Da quando era piccolo mio padre continuava a ripetermi che nella vita avrei dovuto tenere bene a mente due cose: trovare una passione e curare al meglio il rapporto con essa. Queste sue regole, a rigor di logica, si potevano applicare a qualsiasi ambito della vita quotidiana.
Capii ben presto che curare i rapporti, di qualsiasi tipo essi fossero, era molto più semplice del trovare quell’unica passione a cui dedicarsi anima e corpo. Crescendo compresi che nella nel corso della vita i sogni potevano cambiare e assumere forme che non ci si sarebbe mai aspettati. Perciò mai dire mai.
Mio padre aveva sempre saputo di voler fare l’architetto e per tutta la vita si era dedicato al rapporto con quel suo amore con una cura meticolosa. Dopo anni di successi, però, sentiva di non essere più felice. Si rese conto di come gli venisse naturale, ogni mattina a colazione, incidere dei buffi sorrisi sulla frutta per me e mia sorella. Quasi sessantenne capì decise di cambiare vita: studiò molto, fece pratica e divenne uno chef specializzato in intaglio e decorazioni.
Ovvio, dopo anni di un lavoro parecchio redditizio il cambio fu abbastanza facile… ma credo che il concetto di base non cambi.
Io negli anni fui molto indeciso su quale sarebbe dovuta essere la mia strada. Studiai per diventare un artista, volevo diventare il pittore erede di Dalì.
Per strane circostanze della vita finii per diventare un meccanico, frequentai dei corsi per imparare ad usare l’aerografo e iniziai a decorare auto e motociclette, poi divenni tatuatore, disoccupato e di nuovo il meccanico. Questa non era la mia aspirazione, ma mi diede modo di capire cosa avrei voluto fare e di guadagnarmi abbastanza denaro per realizzarlo.
Io volevo viaggiare. Conoscere e vedere erano le uniche cose che sentivo veramente il bisogno di fare.
Fin da piccolo mio padre aveva appeso nella stanza mia e di mia sorella una grandissima carta geografica con rappresentato il mondo intero. Per gioco tiravamo dei dadi e coi risultati ottenuti, dopo qualche strana addizione, sceglievamo una destinazione da visitare assieme.
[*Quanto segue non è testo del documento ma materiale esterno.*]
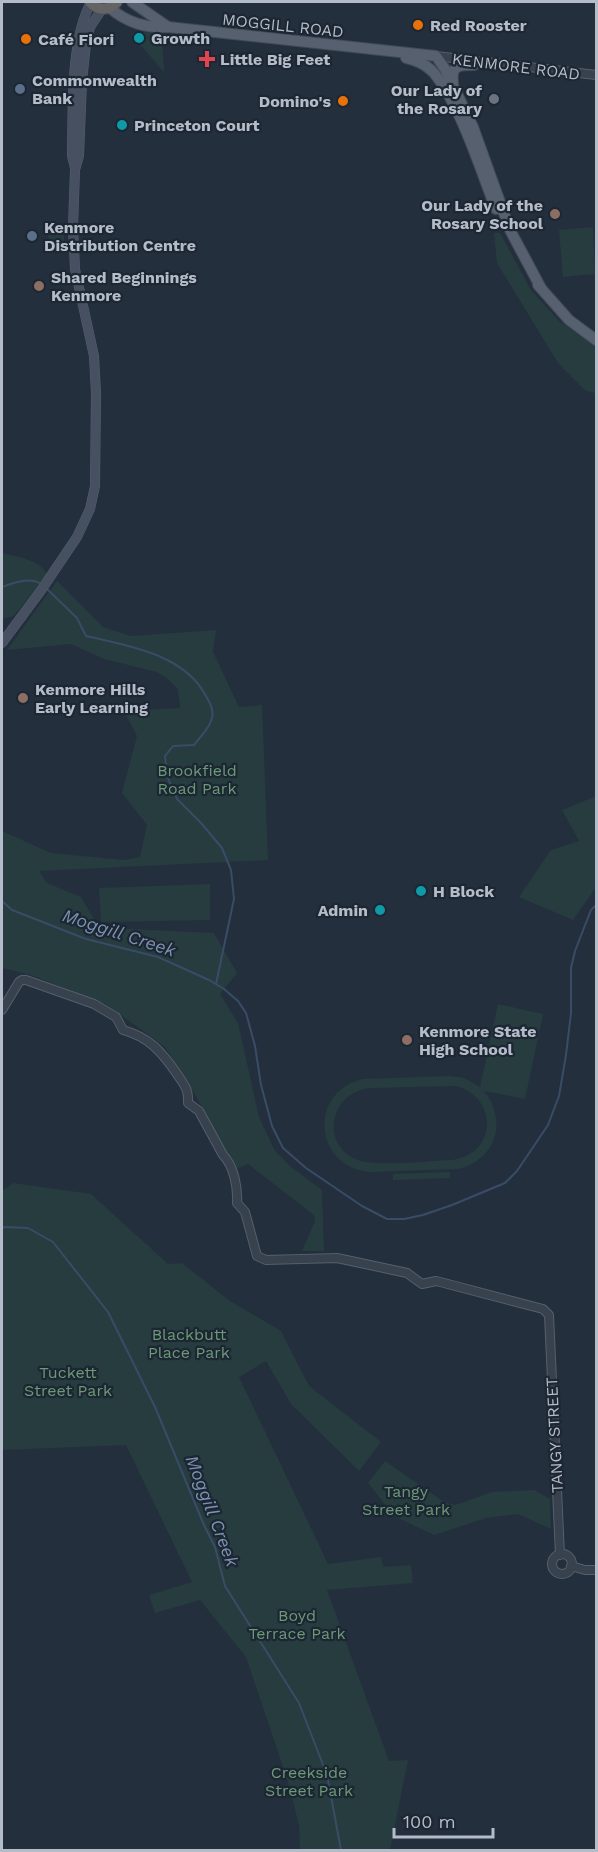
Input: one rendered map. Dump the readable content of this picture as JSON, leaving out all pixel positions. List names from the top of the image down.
{
  "streets": {
    "main road": ["MOGGILL ROAD"],
    "street": ["KENMORE ROAD", "TANGY STREET"]
  },
  "crossings": [
    ["MOGGILL ROAD", "KENMORE ROAD"]
  ],
  "water": ["Moggill Creek"],
  "parks": [
    "Brookfield Road Park",
    "Blackbutt Place Park",
    "Tuckett Street Park",
    "Tangy Street Park",
    "Boyd Terrace Park",
    "Creekside Street Park"
  ],
  "places": {
    "other": [
      "Red Rooster",
      "Growth",
      "Café Fiori",
      "Commonwealth Bank",
      "Our Lady of the Rosary",
      "Domino's",
      "Princeton Court",
      "Our Lady of the Rosary School",
      "Kenmore Distribution Centre",
      "Shared Beginnings Kenmore",
      "Kenmore Hills Early Learning",
      "H Block",
      "Admin",
      "Kenmore State High School"
    ],
    "health": ["Little Big Feet"]
  },
  "scale_bar": "100 m"
}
All’epoca era solo un gioco.
Quando crebbi e i miei decisero di cambiare l’arredamento della mia stanza, quella cartina finì arrotolata in uno scatolone e piazzata in soffitta assieme a vestiti smessi e vecchi giocattoli.
Qualche anno fa capitai lì per recuperare dei vecchi maglioni da far usare a mio figlio e la ritrovai assieme ai vecchi dadi di legno chiaro.Fu come un fulmine. Capii cosa poteva rendermi di nuovo felice.
Ora, ogni anno ad aprile, lancio quei dadi e programmo un viaggio basato sulle coordinate estratte dalla sorte.
Quella è la mia passione. La tratto col massimo rispetto.